In the first embodiment, as shown in FIG. 9, identification codes 100 respectively corresponding to a plurality of special recording sheets 9B ₁ , 9B ₂ ,... 9B _n output by the first image forming operation. Added. For this reason, the service engineer visually reads the identification code 100 made up of character information such as “sample 1” or the like, or reads the identification code 100 made up of a two-dimensional barcode with a barcode reader, so The recording sheets 9B ₁ , 9B ₂ ,... 9B _n can be distinguished from each other. As the bar code reader, a smartphone equipped with a bar code reading function possessed by a service engineer may be used.

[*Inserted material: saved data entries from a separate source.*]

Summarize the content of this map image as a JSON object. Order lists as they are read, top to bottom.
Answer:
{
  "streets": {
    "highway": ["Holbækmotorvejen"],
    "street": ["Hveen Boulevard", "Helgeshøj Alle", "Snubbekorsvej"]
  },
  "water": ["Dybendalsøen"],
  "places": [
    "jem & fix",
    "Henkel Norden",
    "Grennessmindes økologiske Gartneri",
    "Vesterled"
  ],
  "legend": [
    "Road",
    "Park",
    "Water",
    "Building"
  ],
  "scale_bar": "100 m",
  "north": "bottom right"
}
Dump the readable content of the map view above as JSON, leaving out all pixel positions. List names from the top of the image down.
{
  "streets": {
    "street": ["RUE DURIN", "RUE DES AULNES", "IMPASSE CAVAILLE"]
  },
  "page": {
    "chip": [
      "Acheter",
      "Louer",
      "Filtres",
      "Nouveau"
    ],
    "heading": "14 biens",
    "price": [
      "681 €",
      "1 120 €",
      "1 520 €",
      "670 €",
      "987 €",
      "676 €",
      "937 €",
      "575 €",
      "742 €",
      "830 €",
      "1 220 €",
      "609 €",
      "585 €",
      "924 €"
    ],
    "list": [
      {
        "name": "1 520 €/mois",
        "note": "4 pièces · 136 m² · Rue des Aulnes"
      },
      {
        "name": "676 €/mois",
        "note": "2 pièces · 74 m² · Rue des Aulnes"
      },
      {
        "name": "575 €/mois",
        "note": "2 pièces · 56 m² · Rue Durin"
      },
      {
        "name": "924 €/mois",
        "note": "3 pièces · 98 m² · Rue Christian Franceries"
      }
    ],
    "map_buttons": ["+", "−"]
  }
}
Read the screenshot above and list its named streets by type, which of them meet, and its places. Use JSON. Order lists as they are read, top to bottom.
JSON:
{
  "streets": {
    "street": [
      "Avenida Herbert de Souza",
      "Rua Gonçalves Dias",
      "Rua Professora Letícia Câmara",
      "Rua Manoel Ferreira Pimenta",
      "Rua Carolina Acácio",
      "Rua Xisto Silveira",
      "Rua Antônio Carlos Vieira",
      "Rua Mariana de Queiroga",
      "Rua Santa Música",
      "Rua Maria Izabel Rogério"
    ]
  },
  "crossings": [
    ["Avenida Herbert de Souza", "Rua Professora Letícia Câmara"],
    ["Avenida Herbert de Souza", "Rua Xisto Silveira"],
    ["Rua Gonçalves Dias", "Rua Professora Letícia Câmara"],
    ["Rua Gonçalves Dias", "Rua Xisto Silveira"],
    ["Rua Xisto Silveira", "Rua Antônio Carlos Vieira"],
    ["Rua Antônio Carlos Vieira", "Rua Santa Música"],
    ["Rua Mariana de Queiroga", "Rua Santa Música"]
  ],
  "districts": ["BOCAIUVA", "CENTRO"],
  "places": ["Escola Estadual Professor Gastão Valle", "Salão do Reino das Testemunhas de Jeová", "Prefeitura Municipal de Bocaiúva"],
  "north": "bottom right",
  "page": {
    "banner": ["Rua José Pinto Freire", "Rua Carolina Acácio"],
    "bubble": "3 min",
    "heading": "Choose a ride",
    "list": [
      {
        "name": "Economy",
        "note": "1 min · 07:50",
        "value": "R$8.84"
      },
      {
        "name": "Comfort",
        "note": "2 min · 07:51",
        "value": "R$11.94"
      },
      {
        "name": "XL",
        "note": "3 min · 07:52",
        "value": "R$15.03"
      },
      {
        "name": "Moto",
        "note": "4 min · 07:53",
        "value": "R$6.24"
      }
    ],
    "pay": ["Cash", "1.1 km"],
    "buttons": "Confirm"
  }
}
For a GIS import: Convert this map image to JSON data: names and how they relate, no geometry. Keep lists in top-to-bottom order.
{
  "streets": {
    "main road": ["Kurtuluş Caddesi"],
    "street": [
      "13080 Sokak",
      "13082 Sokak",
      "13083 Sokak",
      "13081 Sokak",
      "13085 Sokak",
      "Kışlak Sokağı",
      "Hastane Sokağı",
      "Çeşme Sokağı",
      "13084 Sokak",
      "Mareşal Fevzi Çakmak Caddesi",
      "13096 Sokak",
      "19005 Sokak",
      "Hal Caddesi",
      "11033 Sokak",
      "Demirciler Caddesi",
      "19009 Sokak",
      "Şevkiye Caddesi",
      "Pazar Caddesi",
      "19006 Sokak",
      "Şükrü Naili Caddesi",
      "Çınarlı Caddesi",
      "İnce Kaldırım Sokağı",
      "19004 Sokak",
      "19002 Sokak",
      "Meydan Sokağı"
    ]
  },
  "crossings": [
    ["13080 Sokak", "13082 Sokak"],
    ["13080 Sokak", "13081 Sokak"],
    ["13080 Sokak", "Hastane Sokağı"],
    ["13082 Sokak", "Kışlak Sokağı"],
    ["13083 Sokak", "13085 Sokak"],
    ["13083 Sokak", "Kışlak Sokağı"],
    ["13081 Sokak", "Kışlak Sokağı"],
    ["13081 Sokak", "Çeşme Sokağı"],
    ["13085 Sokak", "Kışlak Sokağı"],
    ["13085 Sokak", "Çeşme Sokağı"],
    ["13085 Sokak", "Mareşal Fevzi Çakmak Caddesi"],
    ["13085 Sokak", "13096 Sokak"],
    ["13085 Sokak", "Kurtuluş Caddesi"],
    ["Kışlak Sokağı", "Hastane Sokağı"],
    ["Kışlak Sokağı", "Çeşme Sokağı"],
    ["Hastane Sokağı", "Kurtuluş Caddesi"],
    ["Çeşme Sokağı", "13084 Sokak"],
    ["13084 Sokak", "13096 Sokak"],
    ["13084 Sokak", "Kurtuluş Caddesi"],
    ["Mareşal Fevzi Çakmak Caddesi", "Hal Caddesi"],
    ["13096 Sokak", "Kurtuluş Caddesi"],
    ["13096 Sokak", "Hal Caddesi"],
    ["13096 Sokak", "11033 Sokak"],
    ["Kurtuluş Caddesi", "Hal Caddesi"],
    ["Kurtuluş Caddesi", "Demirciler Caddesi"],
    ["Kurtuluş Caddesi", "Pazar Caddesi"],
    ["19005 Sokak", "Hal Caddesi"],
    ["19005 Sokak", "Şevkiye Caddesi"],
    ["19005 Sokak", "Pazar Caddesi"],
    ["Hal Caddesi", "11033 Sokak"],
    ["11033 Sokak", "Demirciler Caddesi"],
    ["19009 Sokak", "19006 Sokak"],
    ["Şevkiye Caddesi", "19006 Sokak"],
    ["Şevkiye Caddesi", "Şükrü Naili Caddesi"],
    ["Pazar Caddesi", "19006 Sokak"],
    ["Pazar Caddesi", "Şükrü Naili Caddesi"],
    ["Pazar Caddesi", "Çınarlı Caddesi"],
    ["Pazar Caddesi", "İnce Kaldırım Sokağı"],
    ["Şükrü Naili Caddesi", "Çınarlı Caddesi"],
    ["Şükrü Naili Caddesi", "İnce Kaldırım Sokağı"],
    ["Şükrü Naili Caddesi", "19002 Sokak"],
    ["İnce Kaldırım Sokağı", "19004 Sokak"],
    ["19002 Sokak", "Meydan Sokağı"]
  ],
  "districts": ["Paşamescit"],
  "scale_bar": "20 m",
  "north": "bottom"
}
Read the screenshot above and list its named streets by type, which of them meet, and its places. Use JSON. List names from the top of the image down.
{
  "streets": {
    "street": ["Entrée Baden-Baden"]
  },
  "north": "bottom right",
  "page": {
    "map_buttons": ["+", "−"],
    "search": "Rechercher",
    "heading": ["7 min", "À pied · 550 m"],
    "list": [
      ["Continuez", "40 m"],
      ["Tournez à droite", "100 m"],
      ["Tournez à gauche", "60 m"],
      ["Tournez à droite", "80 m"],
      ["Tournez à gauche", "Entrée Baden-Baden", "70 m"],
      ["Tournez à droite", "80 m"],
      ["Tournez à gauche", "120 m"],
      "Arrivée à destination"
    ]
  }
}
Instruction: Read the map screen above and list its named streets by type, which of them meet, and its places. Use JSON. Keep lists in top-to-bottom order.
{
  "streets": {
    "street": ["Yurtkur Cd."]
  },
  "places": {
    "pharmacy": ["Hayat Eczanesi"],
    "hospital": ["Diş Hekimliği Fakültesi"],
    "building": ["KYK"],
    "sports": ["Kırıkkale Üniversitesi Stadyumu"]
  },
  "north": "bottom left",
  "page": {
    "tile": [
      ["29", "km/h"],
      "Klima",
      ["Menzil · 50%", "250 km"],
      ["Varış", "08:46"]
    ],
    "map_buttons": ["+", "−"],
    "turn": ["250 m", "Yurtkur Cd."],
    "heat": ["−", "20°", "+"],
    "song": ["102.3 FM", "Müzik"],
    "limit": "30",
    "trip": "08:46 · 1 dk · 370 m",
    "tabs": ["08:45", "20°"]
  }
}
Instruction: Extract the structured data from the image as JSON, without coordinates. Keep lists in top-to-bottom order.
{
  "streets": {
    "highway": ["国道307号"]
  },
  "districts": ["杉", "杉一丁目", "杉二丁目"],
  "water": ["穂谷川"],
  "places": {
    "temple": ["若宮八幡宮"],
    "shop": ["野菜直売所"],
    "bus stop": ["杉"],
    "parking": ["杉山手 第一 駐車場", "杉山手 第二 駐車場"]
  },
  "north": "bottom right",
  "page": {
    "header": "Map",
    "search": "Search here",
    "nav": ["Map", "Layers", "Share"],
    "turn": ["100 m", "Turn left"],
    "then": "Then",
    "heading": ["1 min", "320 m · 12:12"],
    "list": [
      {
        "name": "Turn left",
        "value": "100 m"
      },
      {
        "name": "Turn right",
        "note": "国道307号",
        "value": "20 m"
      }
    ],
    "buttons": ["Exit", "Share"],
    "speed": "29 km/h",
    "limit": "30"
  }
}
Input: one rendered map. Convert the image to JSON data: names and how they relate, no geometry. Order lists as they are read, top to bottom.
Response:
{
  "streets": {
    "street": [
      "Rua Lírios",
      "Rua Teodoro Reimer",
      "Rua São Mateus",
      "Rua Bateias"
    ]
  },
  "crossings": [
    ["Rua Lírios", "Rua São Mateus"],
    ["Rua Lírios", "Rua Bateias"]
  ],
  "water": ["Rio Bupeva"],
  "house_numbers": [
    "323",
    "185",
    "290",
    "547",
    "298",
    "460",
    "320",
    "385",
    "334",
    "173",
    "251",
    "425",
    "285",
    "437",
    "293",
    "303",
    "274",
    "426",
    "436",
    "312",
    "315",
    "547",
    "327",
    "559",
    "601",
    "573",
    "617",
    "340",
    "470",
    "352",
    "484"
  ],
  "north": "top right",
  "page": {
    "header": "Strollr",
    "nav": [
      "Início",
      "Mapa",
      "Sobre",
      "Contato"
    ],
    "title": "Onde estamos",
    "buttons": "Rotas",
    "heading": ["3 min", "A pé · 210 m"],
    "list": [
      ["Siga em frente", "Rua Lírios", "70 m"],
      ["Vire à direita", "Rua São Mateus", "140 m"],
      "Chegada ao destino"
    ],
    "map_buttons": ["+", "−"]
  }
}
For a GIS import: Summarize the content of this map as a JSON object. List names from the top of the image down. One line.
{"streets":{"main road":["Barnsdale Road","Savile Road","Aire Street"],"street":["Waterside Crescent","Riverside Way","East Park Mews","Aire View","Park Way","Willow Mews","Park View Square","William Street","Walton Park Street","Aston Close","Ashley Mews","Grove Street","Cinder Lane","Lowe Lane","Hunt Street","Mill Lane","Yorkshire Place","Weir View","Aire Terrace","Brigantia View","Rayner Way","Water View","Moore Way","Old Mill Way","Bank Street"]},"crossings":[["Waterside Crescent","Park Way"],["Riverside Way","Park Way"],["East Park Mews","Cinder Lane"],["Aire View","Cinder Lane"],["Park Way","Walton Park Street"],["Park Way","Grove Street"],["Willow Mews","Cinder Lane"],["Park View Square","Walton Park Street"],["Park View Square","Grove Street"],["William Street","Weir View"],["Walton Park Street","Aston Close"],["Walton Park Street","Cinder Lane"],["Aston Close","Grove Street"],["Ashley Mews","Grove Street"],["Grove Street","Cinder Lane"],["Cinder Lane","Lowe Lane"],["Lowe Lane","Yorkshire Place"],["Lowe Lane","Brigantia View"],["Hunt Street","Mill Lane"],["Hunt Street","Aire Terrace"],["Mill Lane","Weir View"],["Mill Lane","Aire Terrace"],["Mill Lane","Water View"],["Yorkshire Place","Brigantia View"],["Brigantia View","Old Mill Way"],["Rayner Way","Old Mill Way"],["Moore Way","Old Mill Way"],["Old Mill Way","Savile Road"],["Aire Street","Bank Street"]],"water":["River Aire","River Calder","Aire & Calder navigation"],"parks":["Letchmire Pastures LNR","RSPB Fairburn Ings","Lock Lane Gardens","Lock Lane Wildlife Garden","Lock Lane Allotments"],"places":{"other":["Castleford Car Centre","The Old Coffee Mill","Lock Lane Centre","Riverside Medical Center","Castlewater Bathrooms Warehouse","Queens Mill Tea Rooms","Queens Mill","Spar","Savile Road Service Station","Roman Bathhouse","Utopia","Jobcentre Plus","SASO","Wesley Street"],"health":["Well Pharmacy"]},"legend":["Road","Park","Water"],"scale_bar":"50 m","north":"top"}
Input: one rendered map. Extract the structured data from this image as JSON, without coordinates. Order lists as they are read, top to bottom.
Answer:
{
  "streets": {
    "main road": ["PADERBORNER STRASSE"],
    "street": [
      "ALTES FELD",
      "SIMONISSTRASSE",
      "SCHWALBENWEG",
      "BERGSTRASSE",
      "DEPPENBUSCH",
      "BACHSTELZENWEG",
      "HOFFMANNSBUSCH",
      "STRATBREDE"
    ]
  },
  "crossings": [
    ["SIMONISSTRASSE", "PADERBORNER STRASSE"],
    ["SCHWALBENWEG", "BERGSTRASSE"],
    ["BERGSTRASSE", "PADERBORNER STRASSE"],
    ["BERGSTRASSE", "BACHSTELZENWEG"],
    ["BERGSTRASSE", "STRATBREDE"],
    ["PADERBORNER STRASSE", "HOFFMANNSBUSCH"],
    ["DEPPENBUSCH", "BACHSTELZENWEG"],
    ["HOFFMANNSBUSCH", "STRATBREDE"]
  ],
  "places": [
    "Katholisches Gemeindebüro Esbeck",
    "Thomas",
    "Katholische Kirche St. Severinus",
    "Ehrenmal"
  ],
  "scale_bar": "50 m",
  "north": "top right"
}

The information identified by the identification code 100 includes the identification information of the photosensitive drum 21, the charging potential of the photosensitive drum 21: the value of Vh1, the developing potential of the developing device 24: the value of Vd2, and the first image forming operation. It is possible to know the environmental conditions such as the temperature and humidity in the image forming apparatus 1 at the time, and the plurality of output special recording sheets 9B ₁ , 9B ₂ ,... 9B _n are mutually identified and managed. It becomes possible.

[Embodiment 2]
FIG. 13 shows the configuration and state of the second image forming operation in the image forming apparatus according to the second embodiment. The image forming apparatus according to the second embodiment is related to the first embodiment except that a configuration capable of executing the second image forming operation by the control unit 61 is added as a function of knowing a sign of abnormality related to at least some parts. The image forming apparatus 1 has the same configuration.

<Function to know signs of component abnormality>
In addition to the configuration related to the first image forming operation, the image forming apparatus 1 according to the second embodiment has a function for knowing a sign of abnormality such as at least wear of the end of the image quality guarantee range 212 in the photosensitive drum 21. The following configuration is provided. Further, the image forming apparatus 1 has a function of making it possible to identify a plurality of pieces of information for knowing a sign of abnormality such as wear of at least the end of the image quality guarantee range 212 on the photosensitive drum 21.

  That is, in this image forming apparatus, as shown in FIG. 3 and FIG. 13, the control means 61 in Embodiment 1 charges the image forming range 210 of the photosensitive drum 21 with the charging device 22 and uses the developer. The second image forming operation including the developing operation and the developing operation with the developer without charging the image forming range 210 of the photosensitive drum 21 by the charging device 22 can be executed. Further, in this image forming apparatus, the output unit 70 in Embodiment 1 is configured to output information on the result of the second image forming operation, as shown in FIG. The former operation in the second image forming operation (operation in which the image forming range 210 of the photosensitive drum 21 is charged by the charging device 22 and developed with the developer) is an operation corresponding to the first image forming operation. Can be treated as being.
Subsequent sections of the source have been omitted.